Hopman W P, van Liessum P A, Pieters G F, Smals A G, Tangerman A, Jansen J B, Rosenbusch G, Lamers C B, Kloppenborg P W
Division of Gastroenterology, University Hospital Nijmegen, The Netherlands.
Digestion. 1990;45 Suppl 1:72-6. doi: 10.1159/000200266.
Since octreotide (SMS 201-995, Sandostatin; Sandoz Pharmaceuticals) is a potent inhibitor of pancreatic exocrine secretion and gallbladder contraction, long-term treatment with this drug may theoretically result in impaired pancreatic function and gallstones. However, we observed excellent pancreatic exocrine function--as assessed by the PABA/PAS test--in acromegalics who received octreotide treatment for more than 6 months. Plasma cholecystokinin showed a significant, although blunted, postprandial response, which exceeded the threshold for gallbladder contraction in healthy controls. Remarkably, postprandial gallbladder contraction was completely abolished for at least 2 h during octreotide treatment. In contrast to other studies, none of 16 acromegalic patients on long-term octreotide treatment developed gallstones. Although the incidence of gallstones in patients on long-term octreotide treatment may be increased, the risk seems to be variable.

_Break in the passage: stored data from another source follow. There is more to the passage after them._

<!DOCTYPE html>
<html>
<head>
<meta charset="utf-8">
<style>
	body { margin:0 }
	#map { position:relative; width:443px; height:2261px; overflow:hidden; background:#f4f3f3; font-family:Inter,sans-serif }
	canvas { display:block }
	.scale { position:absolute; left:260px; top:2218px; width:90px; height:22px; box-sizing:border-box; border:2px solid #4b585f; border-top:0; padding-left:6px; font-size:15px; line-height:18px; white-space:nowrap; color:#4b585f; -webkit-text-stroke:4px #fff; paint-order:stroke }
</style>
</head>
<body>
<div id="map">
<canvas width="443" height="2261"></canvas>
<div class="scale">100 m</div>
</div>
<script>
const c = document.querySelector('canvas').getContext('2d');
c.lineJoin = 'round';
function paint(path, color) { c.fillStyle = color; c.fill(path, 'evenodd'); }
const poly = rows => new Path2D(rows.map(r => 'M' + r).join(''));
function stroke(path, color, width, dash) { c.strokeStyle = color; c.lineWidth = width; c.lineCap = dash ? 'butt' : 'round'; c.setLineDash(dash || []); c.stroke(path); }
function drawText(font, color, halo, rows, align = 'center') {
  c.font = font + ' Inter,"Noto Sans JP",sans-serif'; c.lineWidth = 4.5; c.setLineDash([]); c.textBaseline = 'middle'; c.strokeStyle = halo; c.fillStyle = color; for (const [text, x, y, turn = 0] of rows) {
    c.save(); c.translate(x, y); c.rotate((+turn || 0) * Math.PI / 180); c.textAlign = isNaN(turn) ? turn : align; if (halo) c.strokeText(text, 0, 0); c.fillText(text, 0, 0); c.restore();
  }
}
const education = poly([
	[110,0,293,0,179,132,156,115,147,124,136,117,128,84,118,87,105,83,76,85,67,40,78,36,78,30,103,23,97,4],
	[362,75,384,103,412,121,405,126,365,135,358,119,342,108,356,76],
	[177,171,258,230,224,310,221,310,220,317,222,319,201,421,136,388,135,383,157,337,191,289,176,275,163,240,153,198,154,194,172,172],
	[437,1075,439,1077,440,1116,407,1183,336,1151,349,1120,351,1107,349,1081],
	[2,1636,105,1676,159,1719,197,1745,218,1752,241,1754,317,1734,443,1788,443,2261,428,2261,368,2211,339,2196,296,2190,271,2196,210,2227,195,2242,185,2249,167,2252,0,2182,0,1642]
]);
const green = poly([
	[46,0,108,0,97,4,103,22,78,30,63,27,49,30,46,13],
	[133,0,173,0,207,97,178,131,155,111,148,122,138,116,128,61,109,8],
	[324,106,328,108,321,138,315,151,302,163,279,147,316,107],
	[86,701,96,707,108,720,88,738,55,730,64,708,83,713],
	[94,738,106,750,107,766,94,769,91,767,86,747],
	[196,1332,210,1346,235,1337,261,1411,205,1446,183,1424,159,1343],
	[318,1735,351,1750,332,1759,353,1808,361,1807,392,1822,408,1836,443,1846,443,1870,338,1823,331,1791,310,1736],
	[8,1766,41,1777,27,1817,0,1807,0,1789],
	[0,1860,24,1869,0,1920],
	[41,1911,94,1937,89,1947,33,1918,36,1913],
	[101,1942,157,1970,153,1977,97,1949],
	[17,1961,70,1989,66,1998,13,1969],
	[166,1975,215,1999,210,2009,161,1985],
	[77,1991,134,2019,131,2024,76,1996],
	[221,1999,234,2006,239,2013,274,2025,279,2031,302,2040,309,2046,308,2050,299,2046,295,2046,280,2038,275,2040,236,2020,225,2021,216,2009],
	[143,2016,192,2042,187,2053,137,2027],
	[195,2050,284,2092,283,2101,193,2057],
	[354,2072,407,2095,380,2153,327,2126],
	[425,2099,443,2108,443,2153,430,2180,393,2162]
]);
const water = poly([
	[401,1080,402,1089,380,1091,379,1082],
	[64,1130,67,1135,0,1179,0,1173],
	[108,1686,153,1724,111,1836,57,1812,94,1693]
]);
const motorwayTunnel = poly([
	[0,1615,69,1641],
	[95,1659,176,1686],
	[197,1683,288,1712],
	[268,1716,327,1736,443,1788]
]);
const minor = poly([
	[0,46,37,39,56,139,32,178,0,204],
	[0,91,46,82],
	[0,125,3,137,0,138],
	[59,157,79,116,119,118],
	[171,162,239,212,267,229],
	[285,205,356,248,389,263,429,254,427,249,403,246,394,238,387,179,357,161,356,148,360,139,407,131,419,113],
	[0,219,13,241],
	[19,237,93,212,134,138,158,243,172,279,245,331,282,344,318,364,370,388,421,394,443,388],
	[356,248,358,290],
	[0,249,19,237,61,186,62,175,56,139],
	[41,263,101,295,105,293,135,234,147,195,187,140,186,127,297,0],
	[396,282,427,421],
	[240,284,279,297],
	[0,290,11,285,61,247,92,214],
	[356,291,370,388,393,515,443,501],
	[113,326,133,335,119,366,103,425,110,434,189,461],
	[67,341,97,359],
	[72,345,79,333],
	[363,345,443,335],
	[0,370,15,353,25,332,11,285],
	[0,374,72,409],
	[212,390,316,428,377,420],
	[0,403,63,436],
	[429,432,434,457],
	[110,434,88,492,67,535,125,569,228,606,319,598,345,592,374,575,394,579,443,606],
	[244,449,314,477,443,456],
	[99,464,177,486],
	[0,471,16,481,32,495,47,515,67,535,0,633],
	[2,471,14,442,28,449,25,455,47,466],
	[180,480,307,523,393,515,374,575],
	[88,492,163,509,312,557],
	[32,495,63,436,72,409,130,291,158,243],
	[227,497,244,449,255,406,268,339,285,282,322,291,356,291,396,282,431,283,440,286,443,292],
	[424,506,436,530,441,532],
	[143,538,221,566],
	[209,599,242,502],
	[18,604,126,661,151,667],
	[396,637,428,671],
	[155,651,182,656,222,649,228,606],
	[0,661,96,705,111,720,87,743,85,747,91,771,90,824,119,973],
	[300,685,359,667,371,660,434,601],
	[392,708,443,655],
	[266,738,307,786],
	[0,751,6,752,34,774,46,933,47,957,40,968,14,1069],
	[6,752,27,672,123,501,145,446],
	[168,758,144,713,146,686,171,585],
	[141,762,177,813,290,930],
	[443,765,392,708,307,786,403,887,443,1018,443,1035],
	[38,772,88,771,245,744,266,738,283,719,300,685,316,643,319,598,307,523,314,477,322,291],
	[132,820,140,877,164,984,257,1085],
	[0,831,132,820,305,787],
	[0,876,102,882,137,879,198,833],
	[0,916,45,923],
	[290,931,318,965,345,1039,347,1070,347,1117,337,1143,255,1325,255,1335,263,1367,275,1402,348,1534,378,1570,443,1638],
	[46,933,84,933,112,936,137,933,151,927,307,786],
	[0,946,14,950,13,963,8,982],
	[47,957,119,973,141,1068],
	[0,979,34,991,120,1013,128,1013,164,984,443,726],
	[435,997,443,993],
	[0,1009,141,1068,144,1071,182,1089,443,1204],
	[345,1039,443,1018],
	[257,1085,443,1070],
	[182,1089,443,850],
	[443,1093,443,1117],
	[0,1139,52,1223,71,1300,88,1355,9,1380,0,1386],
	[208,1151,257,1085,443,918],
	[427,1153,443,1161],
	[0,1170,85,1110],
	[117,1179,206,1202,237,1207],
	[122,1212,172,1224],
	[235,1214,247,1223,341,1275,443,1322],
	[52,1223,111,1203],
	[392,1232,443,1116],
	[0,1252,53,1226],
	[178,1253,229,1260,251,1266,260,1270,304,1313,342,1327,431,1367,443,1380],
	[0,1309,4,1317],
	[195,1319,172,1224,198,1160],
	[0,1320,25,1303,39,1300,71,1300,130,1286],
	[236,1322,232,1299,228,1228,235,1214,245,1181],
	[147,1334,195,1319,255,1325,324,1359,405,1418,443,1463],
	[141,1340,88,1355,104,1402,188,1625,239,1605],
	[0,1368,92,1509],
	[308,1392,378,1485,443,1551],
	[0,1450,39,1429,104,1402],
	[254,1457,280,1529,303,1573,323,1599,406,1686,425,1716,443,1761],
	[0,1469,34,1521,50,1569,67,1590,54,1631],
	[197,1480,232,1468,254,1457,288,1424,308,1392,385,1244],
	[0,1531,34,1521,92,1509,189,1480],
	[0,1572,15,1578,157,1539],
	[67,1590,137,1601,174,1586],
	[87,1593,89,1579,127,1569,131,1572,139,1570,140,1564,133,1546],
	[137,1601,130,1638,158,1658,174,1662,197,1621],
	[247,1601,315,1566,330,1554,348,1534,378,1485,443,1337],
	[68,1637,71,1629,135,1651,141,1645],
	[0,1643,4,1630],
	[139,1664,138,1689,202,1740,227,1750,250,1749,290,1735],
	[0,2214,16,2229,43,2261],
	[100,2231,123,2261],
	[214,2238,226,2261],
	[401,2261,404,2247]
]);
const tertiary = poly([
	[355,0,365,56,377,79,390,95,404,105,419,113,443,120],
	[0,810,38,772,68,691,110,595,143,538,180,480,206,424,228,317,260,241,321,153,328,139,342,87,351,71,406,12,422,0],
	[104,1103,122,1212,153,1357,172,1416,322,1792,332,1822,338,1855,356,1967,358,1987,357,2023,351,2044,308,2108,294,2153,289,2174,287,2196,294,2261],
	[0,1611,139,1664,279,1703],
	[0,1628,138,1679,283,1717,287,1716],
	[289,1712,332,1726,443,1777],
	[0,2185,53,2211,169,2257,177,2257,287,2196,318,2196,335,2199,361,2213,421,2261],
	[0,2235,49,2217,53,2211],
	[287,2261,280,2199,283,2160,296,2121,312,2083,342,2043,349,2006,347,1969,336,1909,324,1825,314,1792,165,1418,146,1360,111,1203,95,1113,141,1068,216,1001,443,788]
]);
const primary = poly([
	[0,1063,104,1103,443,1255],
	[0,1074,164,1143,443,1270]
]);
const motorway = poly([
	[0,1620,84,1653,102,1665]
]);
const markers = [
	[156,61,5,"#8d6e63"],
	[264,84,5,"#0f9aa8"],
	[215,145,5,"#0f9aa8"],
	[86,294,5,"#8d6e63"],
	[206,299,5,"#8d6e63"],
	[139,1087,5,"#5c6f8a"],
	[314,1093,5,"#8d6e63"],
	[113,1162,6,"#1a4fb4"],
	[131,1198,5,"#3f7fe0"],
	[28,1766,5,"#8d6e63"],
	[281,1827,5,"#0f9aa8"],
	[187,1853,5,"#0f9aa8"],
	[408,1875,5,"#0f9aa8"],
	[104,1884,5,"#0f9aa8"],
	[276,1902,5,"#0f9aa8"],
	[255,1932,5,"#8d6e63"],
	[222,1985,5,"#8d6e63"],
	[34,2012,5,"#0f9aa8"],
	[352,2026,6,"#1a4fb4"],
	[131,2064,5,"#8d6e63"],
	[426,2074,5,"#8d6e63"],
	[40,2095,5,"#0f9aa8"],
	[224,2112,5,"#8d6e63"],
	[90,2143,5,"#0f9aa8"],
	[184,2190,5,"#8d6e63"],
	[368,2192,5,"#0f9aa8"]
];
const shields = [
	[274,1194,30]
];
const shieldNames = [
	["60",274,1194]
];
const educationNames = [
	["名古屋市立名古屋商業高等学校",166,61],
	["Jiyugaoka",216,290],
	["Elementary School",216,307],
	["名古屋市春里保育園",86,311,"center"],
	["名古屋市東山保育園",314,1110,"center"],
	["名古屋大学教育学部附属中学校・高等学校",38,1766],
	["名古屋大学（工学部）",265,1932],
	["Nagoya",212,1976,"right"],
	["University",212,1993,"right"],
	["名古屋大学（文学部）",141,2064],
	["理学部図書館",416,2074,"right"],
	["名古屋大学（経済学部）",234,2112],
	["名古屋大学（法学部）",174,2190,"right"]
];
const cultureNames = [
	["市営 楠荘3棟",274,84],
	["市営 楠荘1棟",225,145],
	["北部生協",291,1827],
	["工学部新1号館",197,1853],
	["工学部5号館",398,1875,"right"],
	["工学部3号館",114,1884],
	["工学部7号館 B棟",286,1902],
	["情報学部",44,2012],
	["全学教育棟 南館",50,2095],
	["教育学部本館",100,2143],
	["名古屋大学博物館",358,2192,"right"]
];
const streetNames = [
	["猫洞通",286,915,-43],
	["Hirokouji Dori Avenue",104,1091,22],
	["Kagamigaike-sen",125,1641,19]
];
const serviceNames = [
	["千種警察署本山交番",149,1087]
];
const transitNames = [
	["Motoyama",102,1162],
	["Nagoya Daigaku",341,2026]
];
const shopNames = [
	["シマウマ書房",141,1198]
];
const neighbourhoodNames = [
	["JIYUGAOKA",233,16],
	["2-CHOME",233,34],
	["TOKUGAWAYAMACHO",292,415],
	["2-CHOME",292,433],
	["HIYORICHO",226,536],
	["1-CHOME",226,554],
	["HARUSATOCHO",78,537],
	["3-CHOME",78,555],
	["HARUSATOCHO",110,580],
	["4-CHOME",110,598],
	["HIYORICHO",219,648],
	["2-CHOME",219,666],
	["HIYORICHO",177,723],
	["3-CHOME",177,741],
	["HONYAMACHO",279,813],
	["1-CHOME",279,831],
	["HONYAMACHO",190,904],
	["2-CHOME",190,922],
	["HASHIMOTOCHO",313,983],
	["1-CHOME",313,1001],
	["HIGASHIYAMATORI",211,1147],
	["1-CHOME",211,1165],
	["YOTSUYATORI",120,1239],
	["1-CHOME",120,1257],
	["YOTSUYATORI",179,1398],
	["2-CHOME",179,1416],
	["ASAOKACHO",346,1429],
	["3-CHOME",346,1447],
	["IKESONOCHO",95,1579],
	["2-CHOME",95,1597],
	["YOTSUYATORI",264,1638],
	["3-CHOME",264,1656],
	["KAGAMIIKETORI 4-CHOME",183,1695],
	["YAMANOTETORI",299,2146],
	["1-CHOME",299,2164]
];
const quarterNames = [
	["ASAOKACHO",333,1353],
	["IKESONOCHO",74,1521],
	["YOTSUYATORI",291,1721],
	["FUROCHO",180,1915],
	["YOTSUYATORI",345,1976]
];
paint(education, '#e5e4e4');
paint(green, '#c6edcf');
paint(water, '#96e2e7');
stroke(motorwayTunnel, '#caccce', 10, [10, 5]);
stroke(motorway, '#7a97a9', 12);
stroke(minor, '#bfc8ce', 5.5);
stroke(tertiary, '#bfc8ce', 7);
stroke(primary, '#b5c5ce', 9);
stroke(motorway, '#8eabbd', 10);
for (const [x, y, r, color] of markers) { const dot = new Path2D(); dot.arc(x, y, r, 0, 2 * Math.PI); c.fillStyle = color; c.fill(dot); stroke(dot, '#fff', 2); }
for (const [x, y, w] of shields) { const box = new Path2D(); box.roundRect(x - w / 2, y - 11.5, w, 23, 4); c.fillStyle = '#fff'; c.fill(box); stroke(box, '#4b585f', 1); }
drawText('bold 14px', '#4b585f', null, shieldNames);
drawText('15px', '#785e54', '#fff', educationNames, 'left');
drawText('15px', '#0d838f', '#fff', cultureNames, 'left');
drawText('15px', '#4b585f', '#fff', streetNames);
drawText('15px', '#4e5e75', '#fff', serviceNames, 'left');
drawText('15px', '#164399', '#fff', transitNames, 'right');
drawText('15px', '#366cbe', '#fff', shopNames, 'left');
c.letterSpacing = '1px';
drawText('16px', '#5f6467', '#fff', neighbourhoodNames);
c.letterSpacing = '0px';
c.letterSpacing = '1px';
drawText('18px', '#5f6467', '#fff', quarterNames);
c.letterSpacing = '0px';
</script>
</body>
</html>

由于奥曲肽(SMS 201-995,善宁;山德士制药公司)是胰腺外分泌和胆囊收缩的强效抑制剂,理论上长期使用该药可能会导致胰腺功能受损和胆结石。然而,我们观察到,在接受奥曲肽治疗超过6个月的肢端肥大症患者中,通过对氨基苯甲酸/对氨基水杨酸试验评估,其胰腺外分泌功能良好。血浆胆囊收缩素在餐后有显著反应,尽管有所减弱,但超过了健康对照组胆囊收缩的阈值。值得注意的是,在奥曲肽治疗期间,餐后胆囊收缩至少在2小时内完全消失。与其他研究不同,16例接受长期奥曲肽治疗的肢端肥大症患者均未出现胆结石。虽然长期接受奥曲肽治疗的患者胆结石发生率可能会增加,但风险似乎因人而异。